Translational Genomics Research Institute

Altair PBS Professional™ at the Translational Genomics Research Institute (TGen): Cutting Time to Discovery

Customer Profile

In recent years, corporations and research institutions around the world have applied massive computational resources to defining the makeup of the human genome. One of the greatest challenges is to translate that knowledge into therapeutics and diagnostics — which is the mission of the Translational Genomics Research Institute (TGen), a remarkable non-profit organization founded by a joint effort between the State of Arizona, Arizona State Municipal Governments, Indian Tribal Community, educational institutions, private foundations and corporate entities. TGen’s work is not only to make genetic discoveries, but also to translate discoveries into benefits for human health in the form of new diagnostic tests and therapies.

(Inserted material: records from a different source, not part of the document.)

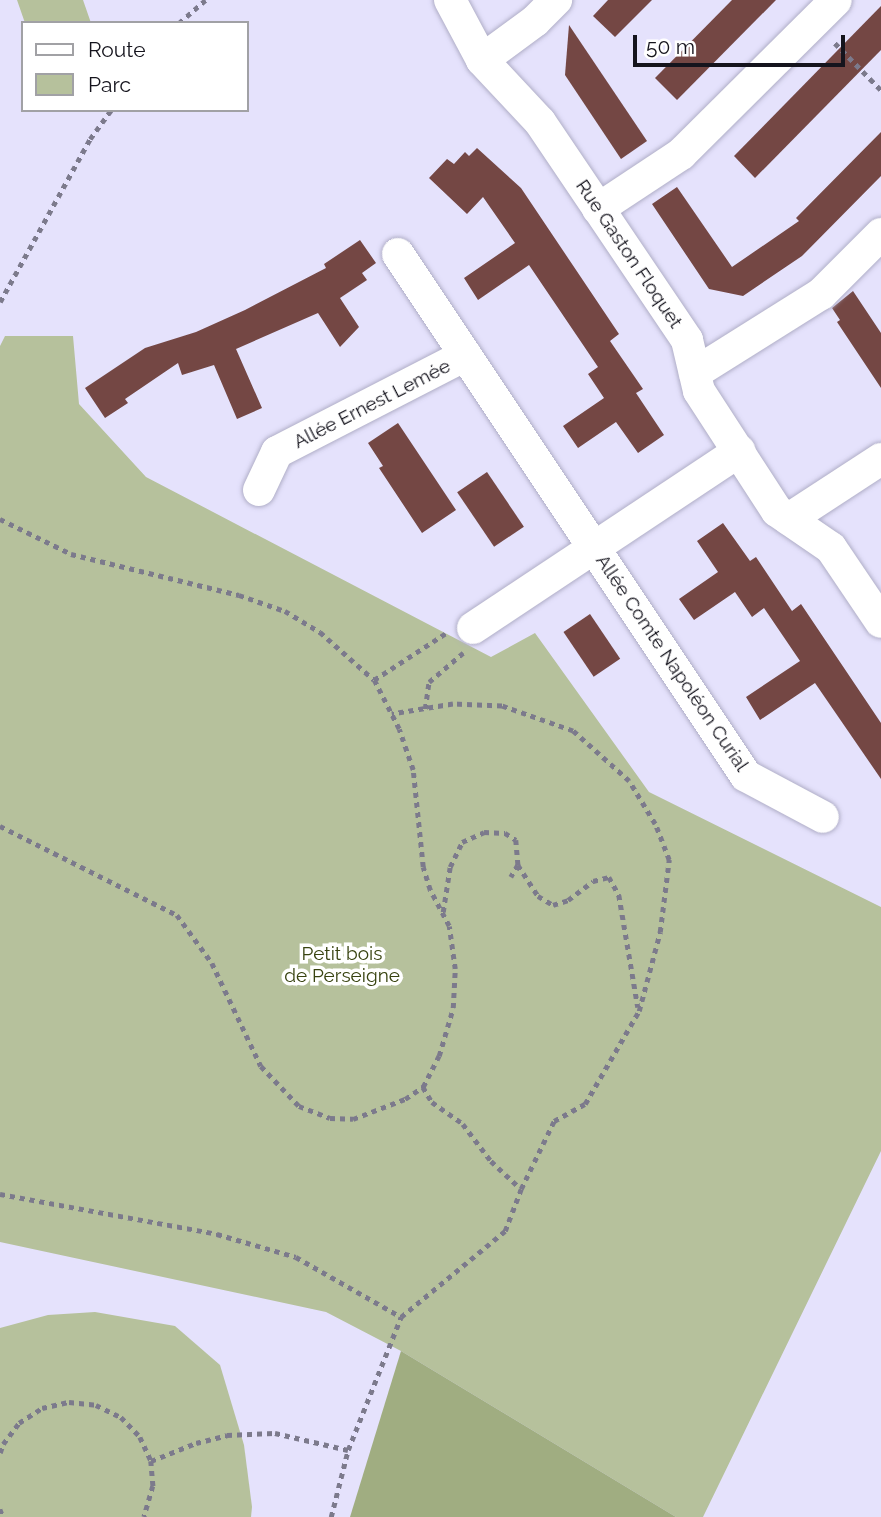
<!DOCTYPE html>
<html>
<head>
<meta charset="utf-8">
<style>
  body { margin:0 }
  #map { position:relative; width:881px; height:1517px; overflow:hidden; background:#e5e2fc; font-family:Raleway,sans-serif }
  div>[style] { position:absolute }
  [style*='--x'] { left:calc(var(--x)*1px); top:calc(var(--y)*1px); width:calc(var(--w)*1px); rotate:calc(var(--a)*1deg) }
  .green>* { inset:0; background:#b6c19c }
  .forest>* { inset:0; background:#a0ad81 }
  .building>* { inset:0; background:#744744; transform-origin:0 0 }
  .path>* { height:4.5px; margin-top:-2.25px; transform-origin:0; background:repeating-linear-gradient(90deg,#7c7a8c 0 5px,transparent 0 10px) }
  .roads { filter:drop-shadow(0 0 2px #b0aec7) drop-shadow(0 0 2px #b0aec7) }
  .minor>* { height:32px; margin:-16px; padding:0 16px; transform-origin:16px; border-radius:16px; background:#fff }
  span { translate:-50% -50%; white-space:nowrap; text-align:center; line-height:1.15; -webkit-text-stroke:7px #fff; paint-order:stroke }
  .street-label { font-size:19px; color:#15141d }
  .park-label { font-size:19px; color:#384310 }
  .legend { position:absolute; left:21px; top:21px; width:228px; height:91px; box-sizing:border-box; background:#fff; border:2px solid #a1a1a5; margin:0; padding:9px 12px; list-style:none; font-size:21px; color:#15141d }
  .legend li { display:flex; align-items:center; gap:14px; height:35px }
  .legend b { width:35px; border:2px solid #a1a1a5 }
  .scale { position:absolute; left:633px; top:35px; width:212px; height:32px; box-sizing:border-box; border:4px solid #15141d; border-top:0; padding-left:9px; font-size:21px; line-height:24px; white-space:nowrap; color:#15141d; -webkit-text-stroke:5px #fff; paint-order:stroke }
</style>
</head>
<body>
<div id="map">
  <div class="green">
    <div style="clip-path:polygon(17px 0,83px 0,91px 23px,25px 23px)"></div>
    <div style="clip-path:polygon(5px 336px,73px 336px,79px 404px,146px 477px,491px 657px,535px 633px,649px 792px,881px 907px,881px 1151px,703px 1517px,676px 1517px,401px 1351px,326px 1312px,0 1242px,0 346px)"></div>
    <div style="clip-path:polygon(95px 1312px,175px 1326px,220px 1365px,244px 1445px,252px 1507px,251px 1517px,0 1517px,0 1328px,48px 1315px)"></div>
  </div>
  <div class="forest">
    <div style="clip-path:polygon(401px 1351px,676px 1517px,350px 1517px)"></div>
  </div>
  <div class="building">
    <div style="clip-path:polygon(608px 0,652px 0,615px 37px,593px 16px)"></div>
    <div style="clip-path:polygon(732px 0,776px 0,677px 100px,655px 78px)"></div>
    <div style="clip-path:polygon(881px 6px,881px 50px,755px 178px,734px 156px)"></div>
    <div style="clip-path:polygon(569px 25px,647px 141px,621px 159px,565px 75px)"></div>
    <div style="clip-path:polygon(881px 132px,881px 176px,802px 256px,743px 296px,709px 289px,652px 204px,677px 187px,732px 267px,799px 221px,796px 218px)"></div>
    <div style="clip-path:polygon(477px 148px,521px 188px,619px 334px,610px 341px,643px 389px,636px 393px,664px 435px,638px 453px,616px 422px,578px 448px,563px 426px,604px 398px,588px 374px,598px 367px,529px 265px,478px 300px,464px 278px,515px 243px,483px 197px,467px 214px,429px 178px,447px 159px,454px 164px,465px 152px,469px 156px)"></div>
    <div style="clip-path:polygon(360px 240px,376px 263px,362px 273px,367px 280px,340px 298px,359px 327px,340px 347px,318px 313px,236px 349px,262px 408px,237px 419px,214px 365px,182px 375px,178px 363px,125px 399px,128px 403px,105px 418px,85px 388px,145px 348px,196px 332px,245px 310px,326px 268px,324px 264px)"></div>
    <div style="clip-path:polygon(853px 291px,881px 333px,881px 388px,837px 322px,840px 320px,832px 308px)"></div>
    <div style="clip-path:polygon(398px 423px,456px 510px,422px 533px,379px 468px,383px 466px,368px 443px)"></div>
    <div style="left:487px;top:472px;width:66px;height:36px;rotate:56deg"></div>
    <div style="clip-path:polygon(723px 523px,750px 561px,756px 557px,792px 611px,801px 604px,881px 723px,881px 779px,815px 683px,760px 720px,746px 697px,800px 661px,764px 608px,752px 617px,735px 592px,694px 620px,679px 599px,718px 572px,697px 541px)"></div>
    <div style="left:590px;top:614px;width:54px;height:32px;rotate:56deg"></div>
  </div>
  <div class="path">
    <div style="--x:179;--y:23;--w:35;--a:-41"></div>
    <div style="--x:835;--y:43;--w:66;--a:45.6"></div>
    <div style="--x:0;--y:302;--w:186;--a:-61.1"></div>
    <div style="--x:90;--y:139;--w:36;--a:-54"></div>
    <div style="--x:0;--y:519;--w:79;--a:26.2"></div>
    <div style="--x:71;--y:554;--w:173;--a:13.7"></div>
    <div style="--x:239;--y:595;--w:49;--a:19.2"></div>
    <div style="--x:285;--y:611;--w:41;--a:31"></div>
    <div style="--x:320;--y:632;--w:72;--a:41.6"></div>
    <div style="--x:425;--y:709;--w:27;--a:-82"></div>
    <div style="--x:429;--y:682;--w:45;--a:-40.5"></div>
    <div style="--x:0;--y:826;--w:198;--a:26.7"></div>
    <div style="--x:177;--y:915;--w:59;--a:53.9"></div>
    <div style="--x:212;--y:963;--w:114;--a:64.6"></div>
    <div style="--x:261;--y:1066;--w:55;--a:46.5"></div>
    <div style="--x:299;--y:1106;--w:33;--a:21"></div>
    <div style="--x:330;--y:1118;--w:23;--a:2"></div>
    <div style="--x:353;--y:1119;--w:56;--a:-21"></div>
    <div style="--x:405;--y:1099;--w:22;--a:-34"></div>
    <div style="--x:423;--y:1087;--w:35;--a:-63"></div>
    <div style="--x:439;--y:1056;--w:50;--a:-73.7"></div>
    <div style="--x:453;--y:1008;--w:39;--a:-87"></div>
    <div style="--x:455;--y:969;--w:43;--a:-97.9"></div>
    <div style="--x:449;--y:926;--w:41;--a:-117.8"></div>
    <div style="--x:430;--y:890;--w:24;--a:-107"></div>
    <div style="--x:423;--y:867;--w:98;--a:-95.9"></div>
    <div style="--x:413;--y:770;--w:43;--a:-108.9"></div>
    <div style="--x:399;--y:729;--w:55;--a:-117"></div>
    <div style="--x:374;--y:680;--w:86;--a:-33.1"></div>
    <div style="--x:518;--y:865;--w:37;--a:57"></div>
    <div style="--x:538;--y:896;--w:17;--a:31"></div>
    <div style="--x:553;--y:905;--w:16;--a:-18"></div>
    <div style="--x:568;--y:900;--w:31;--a:-37"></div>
    <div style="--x:593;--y:881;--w:16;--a:-14"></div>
    <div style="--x:609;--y:877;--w:21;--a:61"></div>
    <div style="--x:619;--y:895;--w:114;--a:80.4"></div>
    <div style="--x:443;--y:912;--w:46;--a:-81.2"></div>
    <div style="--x:450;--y:867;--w:28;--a:-64"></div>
    <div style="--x:462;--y:842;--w:24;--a:-24"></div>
    <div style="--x:484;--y:832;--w:21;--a:3"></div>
    <div style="--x:505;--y:833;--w:13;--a:32"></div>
    <div style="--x:516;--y:840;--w:25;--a:85"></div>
    <div style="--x:518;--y:865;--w:14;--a:120"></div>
    <div style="--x:423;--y:1087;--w:17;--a:59"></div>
    <div style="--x:432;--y:1102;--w:38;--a:35"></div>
    <div style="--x:463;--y:1124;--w:46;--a:52.9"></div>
    <div style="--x:491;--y:1161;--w:41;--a:43"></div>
    <div style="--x:0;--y:1194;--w:221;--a:10.4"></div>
    <div style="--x:217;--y:1234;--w:82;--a:16.2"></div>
    <div style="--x:296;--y:1257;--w:121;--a:29.7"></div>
    <div style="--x:0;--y:1453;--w:9;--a:-72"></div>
    <div style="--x:3;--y:1444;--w:26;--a:-53"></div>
    <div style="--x:19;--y:1423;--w:27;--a:-33"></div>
    <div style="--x:42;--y:1408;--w:28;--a:-13"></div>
    <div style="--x:69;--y:1402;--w:27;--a:6"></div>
    <div style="--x:96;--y:1405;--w:28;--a:26"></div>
    <div style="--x:121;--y:1417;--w:28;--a:46"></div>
    <div style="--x:140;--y:1437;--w:26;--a:65"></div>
    <div style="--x:151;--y:1461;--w:25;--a:85"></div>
    <div style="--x:153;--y:1486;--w:32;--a:106"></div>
    <div style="--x:151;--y:1461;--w:48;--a:-21.8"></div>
    <div style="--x:196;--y:1443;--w:32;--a:-14"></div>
    <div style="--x:227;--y:1435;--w:48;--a:-2.4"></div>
    <div style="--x:275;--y:1433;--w:75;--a:13.1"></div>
    <div style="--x:0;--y:1509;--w:9;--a:69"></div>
    <div style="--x:331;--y:1517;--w:69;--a:-75.8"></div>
    <div style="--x:348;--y:1450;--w:143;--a:-68.3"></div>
    <div style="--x:401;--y:1317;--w:135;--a:-39.6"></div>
    <div style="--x:505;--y:1231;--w:45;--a:-69.1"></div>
    <div style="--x:521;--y:1189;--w:76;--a:-64.1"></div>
    <div style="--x:554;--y:1121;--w:35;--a:-29"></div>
    <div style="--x:585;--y:1104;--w:108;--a:-59.9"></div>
    <div style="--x:639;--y:1011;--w:82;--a:-75.1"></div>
    <div style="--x:660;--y:932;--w:73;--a:-82.9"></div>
    <div style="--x:669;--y:860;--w:39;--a:-111"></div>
    <div style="--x:655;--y:824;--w:50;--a:-121.2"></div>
    <div style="--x:629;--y:781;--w:75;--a:-138.2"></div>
    <div style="--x:573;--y:731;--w:75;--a:-160.6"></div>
    <div style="--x:502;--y:706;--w:49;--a:-177.7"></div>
    <div style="--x:453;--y:704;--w:62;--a:170.7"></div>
  </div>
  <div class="roads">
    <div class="minor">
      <div style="--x:450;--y:0;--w:68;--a:61.9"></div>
      <div style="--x:482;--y:60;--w:66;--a:-36.3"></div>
      <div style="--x:535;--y:21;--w:30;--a:-45"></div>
      <div style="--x:482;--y:60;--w:85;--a:46.9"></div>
      <div style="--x:540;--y:122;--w:263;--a:56"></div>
      <div style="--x:687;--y:340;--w:52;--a:76.8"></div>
      <div style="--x:699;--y:391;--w:143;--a:57"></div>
      <div style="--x:777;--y:511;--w:65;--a:34.4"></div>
      <div style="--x:831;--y:548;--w:89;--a:56"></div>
      <div style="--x:598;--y:209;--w:100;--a:-33.5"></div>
      <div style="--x:681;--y:154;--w:218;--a:-44.8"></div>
      <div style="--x:398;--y:254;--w:627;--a:56.31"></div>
      <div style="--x:746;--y:776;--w:87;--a:28"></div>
      <div style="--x:695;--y:373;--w:149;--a:-32.1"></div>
      <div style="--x:821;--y:294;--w:85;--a:-45"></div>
      <div style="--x:259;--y:490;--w:42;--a:-64.7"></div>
      <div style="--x:277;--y:452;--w:212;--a:-27.2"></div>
      <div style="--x:789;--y:519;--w:110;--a:-33.1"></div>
      <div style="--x:473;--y:628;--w:320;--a:-33.6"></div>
    </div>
  </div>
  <div class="street-label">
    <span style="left:629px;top:254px;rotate:56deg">Rue Gaston Floquet</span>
    <span style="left:372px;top:404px;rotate:-27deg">Allée Ernest Lemée</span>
    <span style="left:672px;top:663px;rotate:56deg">Allée Comte Napoléon Curial</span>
  </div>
  <div class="park-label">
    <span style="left:342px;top:965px">Petit bois<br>de Perseigne</span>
  </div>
  <ul class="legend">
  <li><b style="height:9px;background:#fff"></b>Route</li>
  <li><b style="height:19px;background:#b6c19c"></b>Parc</li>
  </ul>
  <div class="scale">50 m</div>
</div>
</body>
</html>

With support from Arizona State University (ASU), TGen established its High Performance Biocomputing Center (HPBC) on the ASU Tempe Campus to give its scientists the powerful computational resources they need to discover how genetic changes contribute to disease progression and resistance to therapy. In the words of the HPBC’s mission statement, these resources “help empower researchers’ ability to rapidly translate genomic discoveries into diagnosis and treatment.”

Setting Up TGen’s Computational Heartbeat

TGen was established in Phoenix in 2002 with an initial staff of 23 scientists. In March 2003, ASU procured high-performance computing machines, including a 512-node IBM eServer Cluster 1350, to support TGen’s translational genomics research program. In April 2003, IBM began installation of the eServer Cluster, running Red Hat Linux on 1024 Intel Xeon processors. By July, the HPBC was running production-type tests of gene sequencing and other processes on the cluster system, which is known as Saguaro. By late September it was in full production. PBS Professional's workload management software was an integral element of Saguaro from the start.

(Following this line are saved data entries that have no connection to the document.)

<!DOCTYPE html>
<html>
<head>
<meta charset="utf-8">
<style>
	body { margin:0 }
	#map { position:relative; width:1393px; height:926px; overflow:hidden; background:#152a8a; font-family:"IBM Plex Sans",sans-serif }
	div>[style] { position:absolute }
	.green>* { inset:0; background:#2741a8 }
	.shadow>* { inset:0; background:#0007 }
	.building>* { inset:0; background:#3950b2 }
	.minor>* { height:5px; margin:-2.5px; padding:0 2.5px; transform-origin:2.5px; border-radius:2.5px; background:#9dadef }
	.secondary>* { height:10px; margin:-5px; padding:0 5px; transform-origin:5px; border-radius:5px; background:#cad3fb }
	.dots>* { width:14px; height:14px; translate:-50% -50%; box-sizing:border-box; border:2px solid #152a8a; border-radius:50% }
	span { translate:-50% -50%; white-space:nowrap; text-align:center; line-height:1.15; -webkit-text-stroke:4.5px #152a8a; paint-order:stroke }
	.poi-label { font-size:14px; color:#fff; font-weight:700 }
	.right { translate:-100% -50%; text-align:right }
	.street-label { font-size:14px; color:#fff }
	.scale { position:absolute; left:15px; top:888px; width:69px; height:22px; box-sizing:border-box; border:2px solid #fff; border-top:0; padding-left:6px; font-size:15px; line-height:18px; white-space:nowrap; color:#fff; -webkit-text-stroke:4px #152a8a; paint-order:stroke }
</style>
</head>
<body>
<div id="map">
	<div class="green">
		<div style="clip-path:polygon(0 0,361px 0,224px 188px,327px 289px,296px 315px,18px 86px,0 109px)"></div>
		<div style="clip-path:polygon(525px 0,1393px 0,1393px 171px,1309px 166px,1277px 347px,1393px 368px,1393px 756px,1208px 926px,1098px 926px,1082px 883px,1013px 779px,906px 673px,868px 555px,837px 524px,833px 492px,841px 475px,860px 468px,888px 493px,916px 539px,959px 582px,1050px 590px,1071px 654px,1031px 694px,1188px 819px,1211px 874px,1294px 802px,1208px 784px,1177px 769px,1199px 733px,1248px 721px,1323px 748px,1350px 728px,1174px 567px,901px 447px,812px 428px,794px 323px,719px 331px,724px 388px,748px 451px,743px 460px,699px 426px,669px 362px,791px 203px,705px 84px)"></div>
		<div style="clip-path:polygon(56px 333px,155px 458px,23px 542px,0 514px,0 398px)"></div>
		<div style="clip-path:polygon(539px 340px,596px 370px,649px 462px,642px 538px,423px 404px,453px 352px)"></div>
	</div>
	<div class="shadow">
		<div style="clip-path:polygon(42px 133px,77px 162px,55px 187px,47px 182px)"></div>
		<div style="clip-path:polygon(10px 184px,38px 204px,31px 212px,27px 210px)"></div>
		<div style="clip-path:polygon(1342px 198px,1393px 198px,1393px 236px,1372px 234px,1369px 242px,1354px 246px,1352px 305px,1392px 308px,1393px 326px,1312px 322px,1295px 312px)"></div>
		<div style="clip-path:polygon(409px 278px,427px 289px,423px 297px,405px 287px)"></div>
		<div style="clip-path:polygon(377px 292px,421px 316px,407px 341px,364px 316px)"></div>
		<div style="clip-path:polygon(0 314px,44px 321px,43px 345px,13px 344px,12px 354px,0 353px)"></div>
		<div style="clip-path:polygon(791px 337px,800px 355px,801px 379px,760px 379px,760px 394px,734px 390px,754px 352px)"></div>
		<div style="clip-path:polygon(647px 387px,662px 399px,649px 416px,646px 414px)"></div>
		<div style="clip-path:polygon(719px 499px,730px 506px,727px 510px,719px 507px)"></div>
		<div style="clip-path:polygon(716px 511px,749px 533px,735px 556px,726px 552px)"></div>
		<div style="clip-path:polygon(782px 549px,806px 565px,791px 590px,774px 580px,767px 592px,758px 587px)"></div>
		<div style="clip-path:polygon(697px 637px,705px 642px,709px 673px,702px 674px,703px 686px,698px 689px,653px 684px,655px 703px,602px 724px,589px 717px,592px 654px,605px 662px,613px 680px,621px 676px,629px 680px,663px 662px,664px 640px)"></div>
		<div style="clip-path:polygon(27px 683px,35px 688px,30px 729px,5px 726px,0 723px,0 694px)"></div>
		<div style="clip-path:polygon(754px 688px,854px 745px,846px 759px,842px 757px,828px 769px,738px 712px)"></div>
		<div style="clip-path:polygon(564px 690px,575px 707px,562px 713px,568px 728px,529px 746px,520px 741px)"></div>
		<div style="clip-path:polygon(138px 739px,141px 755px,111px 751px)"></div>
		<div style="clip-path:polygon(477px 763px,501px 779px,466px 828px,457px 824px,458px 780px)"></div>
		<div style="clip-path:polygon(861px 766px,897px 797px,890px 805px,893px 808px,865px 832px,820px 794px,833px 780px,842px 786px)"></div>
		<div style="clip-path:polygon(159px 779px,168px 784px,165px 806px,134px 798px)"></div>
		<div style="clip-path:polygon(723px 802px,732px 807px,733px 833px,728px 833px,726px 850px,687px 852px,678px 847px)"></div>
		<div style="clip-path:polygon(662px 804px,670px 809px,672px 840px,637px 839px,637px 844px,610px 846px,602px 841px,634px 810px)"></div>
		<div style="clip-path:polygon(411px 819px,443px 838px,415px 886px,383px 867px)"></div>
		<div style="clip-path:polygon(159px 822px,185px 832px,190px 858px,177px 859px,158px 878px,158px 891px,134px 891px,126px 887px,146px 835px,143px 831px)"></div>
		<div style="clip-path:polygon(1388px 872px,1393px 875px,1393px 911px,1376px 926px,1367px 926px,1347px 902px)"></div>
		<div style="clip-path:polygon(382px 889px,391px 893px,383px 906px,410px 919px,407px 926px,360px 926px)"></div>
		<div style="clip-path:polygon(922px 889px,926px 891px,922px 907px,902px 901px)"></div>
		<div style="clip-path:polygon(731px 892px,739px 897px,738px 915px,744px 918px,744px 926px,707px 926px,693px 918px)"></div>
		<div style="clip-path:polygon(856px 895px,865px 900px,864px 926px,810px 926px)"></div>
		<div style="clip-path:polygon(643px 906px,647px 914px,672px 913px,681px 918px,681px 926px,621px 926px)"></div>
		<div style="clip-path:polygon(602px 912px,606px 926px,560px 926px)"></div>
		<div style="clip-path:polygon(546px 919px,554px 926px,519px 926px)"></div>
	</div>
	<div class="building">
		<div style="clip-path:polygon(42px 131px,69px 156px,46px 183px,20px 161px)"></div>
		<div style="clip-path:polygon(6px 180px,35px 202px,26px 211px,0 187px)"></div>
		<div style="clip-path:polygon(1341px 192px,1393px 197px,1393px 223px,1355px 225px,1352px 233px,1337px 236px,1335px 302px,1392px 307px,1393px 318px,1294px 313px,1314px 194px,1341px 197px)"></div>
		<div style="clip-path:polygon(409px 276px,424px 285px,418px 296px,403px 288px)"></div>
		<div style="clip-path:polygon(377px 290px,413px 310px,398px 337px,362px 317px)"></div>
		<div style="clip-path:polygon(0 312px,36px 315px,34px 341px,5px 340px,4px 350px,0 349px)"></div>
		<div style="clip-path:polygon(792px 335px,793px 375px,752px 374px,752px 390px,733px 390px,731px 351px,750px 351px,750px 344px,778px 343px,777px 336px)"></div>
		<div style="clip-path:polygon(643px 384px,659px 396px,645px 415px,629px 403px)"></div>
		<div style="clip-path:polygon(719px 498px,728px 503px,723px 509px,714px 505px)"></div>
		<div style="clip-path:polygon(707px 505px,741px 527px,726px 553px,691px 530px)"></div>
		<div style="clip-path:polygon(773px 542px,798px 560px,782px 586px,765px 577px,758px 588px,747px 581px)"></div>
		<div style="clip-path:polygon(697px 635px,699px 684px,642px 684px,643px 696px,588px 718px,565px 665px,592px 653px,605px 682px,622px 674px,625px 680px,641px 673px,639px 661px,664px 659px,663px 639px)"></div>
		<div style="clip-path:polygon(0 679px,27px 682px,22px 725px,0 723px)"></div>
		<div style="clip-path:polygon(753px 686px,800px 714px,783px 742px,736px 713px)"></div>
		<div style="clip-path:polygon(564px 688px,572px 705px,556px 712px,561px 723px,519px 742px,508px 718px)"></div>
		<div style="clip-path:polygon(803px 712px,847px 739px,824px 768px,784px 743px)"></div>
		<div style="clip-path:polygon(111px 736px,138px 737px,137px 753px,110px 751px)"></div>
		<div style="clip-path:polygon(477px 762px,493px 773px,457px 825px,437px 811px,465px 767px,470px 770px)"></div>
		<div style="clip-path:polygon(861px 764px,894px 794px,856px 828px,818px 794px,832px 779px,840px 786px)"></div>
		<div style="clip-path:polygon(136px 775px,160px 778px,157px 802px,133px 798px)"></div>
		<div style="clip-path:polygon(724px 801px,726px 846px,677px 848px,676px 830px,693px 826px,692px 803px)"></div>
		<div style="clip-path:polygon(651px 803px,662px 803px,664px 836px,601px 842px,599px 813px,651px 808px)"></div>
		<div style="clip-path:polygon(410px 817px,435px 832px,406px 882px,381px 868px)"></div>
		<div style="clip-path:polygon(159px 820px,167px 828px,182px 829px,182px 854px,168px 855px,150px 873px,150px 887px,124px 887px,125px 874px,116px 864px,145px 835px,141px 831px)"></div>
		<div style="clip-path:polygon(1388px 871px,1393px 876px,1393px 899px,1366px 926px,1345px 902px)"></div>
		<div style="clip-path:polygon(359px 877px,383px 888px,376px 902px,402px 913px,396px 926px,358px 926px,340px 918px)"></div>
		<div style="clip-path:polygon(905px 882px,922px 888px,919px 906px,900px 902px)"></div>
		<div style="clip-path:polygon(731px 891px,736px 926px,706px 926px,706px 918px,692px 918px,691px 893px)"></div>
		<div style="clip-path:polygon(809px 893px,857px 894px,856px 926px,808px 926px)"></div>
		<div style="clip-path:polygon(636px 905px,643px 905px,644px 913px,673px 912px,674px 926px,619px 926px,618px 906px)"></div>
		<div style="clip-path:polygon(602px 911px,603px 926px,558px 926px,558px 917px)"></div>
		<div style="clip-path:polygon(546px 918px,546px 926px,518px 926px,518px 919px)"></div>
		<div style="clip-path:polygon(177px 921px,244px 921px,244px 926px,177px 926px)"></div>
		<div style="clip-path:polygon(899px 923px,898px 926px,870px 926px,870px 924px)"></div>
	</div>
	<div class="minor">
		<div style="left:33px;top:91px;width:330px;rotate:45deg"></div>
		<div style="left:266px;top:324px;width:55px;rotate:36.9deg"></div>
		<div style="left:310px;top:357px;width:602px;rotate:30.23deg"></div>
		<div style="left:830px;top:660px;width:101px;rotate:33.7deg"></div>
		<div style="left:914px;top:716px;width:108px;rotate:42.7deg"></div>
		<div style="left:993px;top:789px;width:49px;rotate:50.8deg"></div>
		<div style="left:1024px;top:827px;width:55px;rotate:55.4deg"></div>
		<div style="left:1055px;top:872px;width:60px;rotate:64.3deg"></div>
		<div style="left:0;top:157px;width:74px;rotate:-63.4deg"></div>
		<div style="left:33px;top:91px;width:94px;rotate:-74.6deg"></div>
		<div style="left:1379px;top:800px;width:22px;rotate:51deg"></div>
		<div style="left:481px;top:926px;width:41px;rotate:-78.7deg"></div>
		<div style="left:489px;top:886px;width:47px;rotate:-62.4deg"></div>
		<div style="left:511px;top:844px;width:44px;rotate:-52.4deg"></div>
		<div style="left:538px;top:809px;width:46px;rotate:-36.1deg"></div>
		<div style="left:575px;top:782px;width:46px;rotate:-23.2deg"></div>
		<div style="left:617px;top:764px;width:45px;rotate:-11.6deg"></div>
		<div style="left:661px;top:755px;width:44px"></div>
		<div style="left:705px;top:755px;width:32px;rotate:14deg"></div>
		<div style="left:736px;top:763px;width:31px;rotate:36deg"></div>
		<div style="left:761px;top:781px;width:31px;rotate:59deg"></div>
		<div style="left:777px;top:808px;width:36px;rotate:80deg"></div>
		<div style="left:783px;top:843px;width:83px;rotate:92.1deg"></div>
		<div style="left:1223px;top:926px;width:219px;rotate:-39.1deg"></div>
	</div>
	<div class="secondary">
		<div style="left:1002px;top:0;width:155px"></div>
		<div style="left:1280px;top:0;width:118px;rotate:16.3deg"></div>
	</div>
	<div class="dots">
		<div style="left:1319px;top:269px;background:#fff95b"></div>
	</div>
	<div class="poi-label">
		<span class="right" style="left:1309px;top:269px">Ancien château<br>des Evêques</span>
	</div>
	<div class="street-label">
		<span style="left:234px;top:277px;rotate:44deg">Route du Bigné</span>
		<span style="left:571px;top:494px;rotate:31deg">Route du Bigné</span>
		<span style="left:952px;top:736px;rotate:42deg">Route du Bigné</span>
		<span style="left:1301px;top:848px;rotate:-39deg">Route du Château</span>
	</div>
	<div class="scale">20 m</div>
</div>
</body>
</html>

“We had installed OpenPBS on our 16-node development cluster, a scaled-down version of Saguaro that came on line quite a bit sooner than Saguaro,” says James Lowey, Manager of High Performance Computing Systems for TGen. “But it didn’t provide many of the things that PBS Professional does. One of the critical factors PBS Professional gives me is accounting — the ability to look at the number of jobs that are run and the amount of time each job takes.

“Ultimately, TGen’s CIO, Dr. Edward Suh, chose PBS Professional because we needed a vendorsupported product that would meet our need to provide flexible job scheduling on Saguaro, the 512-node production cluster. We’ve been very pleased with the product’s capabilities.”
TGen established its HPBC to give its scientists the powerful computational resources they need. “One of the ringing endorsements I can give PBS Professional... It just works.”

Putting Saguaro to Work

Today, HPBC typically serves about 65 accounts on Saguaro, most of them within TGen. Scientific collaborators at ASU and other research institutions are also active users of the resource. They use BLAST, AMBER, Gaussian, and other commercial and in-house-developed applications to run thousands of jobs on Saguaro. PBS Professional provides the flexibility to run large jobs across, say, 128 nodes, while running thousands of small serial jobs on a single node.

Saguaro, a 16-node development cluster, and three IBM SMP compute servers — two running SUSE Linux and one running AIX — all run on a high-performance SAN that connects to Saguaro over three Cisco 4006 switches. Users can watch their jobs interactively using a 1TB IBM GPFS Parallel File System that is accessible to every node on the cluster.

One characteristic of PBS Professional that has helped HPBC cope with the demand for Saguaro’s resources is hands-off dependability and simplicity of maintenance. “One of the ringing endorsements I can give PBS Professional is that once we got it set up and working, I have not had to do anything to it at all,” says Lowey. “I went through last year and upgraded my entire cluster to Red Hat EL3.0. Part of that process was reinstalling PBS Professional. I followed the instructions in the manual and it took about 20 minutes. It was quite simple.”

Looking Ahead: Upgrades and a Web-Based Interface

One of HPBC’s goals is to move TGen to a web-based job submission model, and an internal web-based data analysis website is already operating. Another goal is flexible queues tied together with a switch architecture, which will enable HPBC to run, say, 32-node jobs on a single switch blade, or 128-node jobs on a single switch, removing the latency of switch-toswitch communication. These and other advances will involve PBS Professional.

TGen’s successful experience with PBS Professional will soon lead to an upgraded version, which HPBC is currently evaluating. Of particular interests are the job array, redundancy and failover features of the current release. Saguaro has received heavy utilization since it came into full production in late 2003, and an increase in failures is inevitable. PBS Professional’s Automatic Job Recovery will automatically redo any interrupted job upon detecting that the nodes have gone down.

“I’m excited that upgrading my production cluster and looking at other uses of PBS Professional in our HPC environment are among my goals this year,” said Lowey.